(Source data)
————
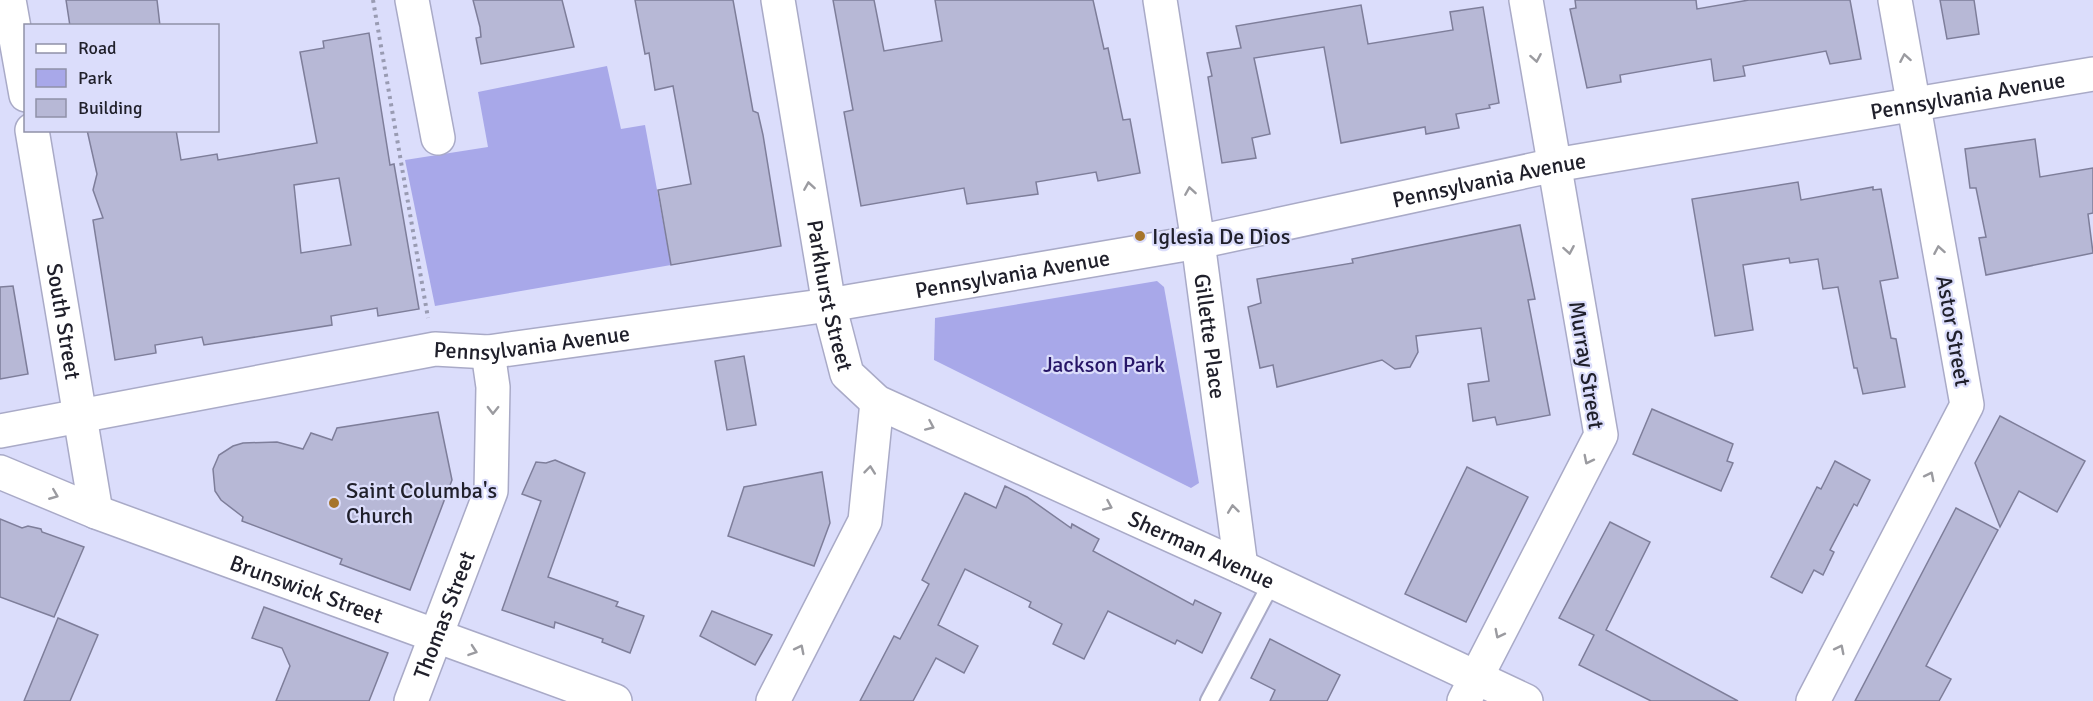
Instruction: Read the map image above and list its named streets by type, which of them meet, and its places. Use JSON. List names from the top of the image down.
{
  "streets": {
    "street": [
      "Pennsylvania Avenue",
      "Parkhurst Street",
      "South Street",
      "Astor Street",
      "Gillette Place",
      "Murray Street",
      "Sherman Avenue",
      "Brunswick Street",
      "Thomas Street"
    ]
  },
  "crossings": [
    ["Pennsylvania Avenue", "Parkhurst Street"],
    ["Pennsylvania Avenue", "South Street"],
    ["Pennsylvania Avenue", "Astor Street"],
    ["Pennsylvania Avenue", "Gillette Place"],
    ["Pennsylvania Avenue", "Murray Street"],
    ["Pennsylvania Avenue", "Thomas Street"],
    ["Parkhurst Street", "Sherman Avenue"],
    ["South Street", "Brunswick Street"],
    ["Gillette Place", "Sherman Avenue"],
    ["Murray Street", "Sherman Avenue"],
    ["Brunswick Street", "Thomas Street"]
  ],
  "one_way": [
    "Parkhurst Street",
    "Astor Street",
    "Gillette Place",
    "Murray Street",
    "Sherman Avenue",
    "Brunswick Street",
    "Thomas Street"
  ],
  "parks": ["Jackson Park"],
  "places": ["Iglesia De Dios", "Saint Columba's Church"],
  "legend": ["Road", "Park", "Building"]
}
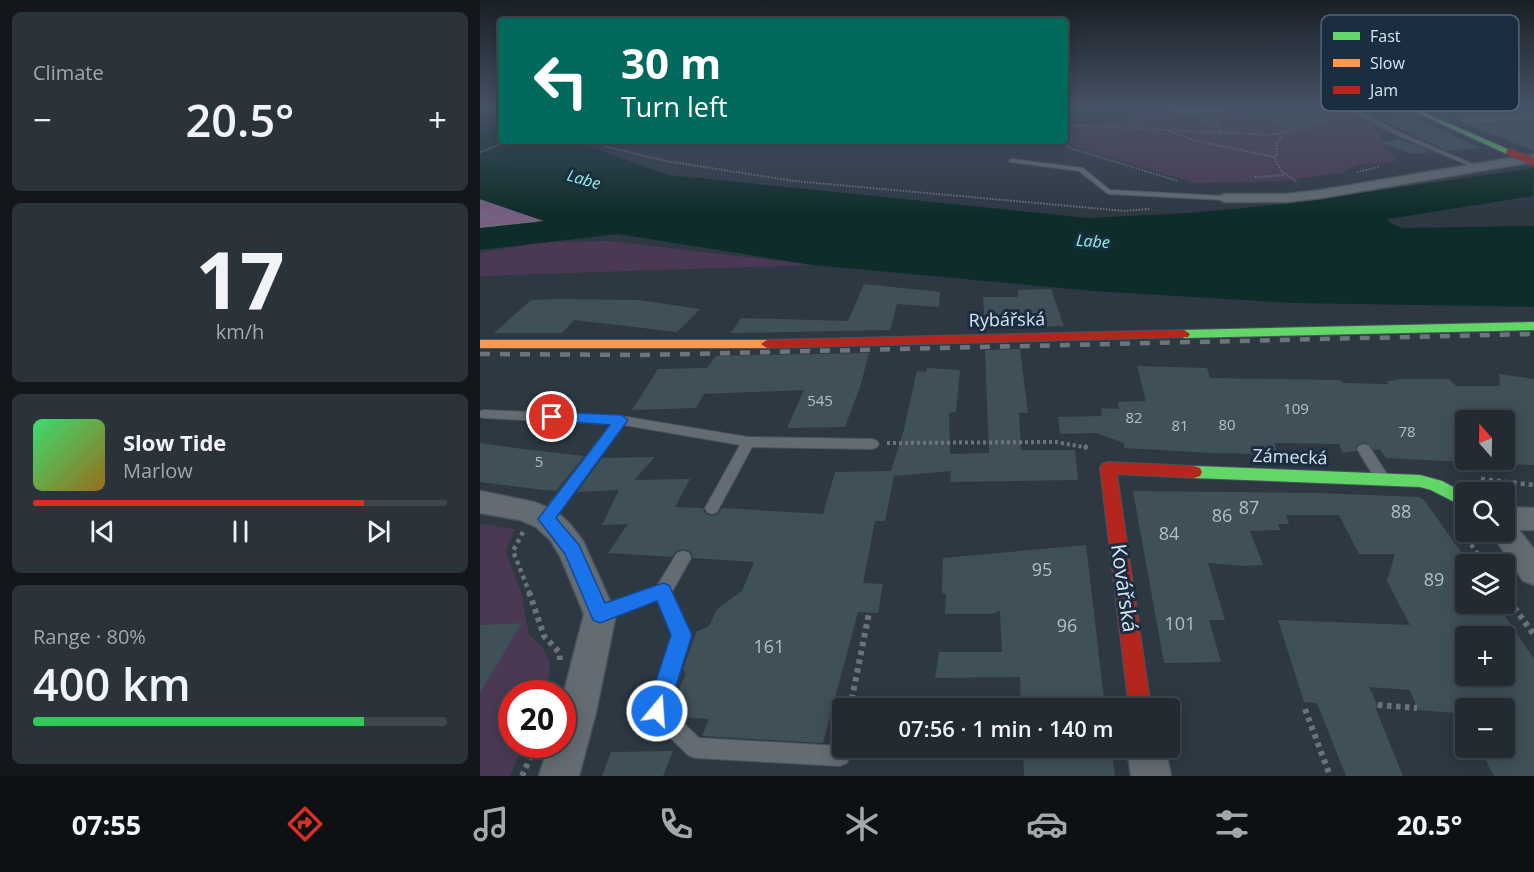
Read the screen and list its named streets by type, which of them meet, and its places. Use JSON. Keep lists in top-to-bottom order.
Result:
{
  "streets": {
    "street": ["Rybářská", "Zámecká", "Kovářská"]
  },
  "crossings": [
    ["Zámecká", "Kovářská"]
  ],
  "water": ["Labe"],
  "house_numbers": [
    "545",
    "109",
    "82",
    "80",
    "81",
    "78",
    "5",
    "87",
    "88",
    "86",
    "84",
    "95",
    "89",
    "101",
    "96",
    "161"
  ],
  "legend": ["Fast", "Slow", "Jam"],
  "north": "top",
  "page": {
    "tile": [
      "Climate",
      ["17", "km/h"],
      ["Range · 80%", "400 km"]
    ],
    "turn": ["30 m", "Turn left"],
    "heat": ["−", "20.5°", "+"],
    "map_buttons": ["+", "−"],
    "song": ["Slow Tide", "Marlow"],
    "limit": "20",
    "trip": "07:56 · 1 min · 140 m",
    "tabs": ["07:55", "20.5°"]
  }
}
————
Note every line of the records that holds the word "Brunswick", and copy it.

      "Brunswick Street",
    ["South Street", "Brunswick Street"],
    ["Brunswick Street", "Thomas Street"]
    "Brunswick Street",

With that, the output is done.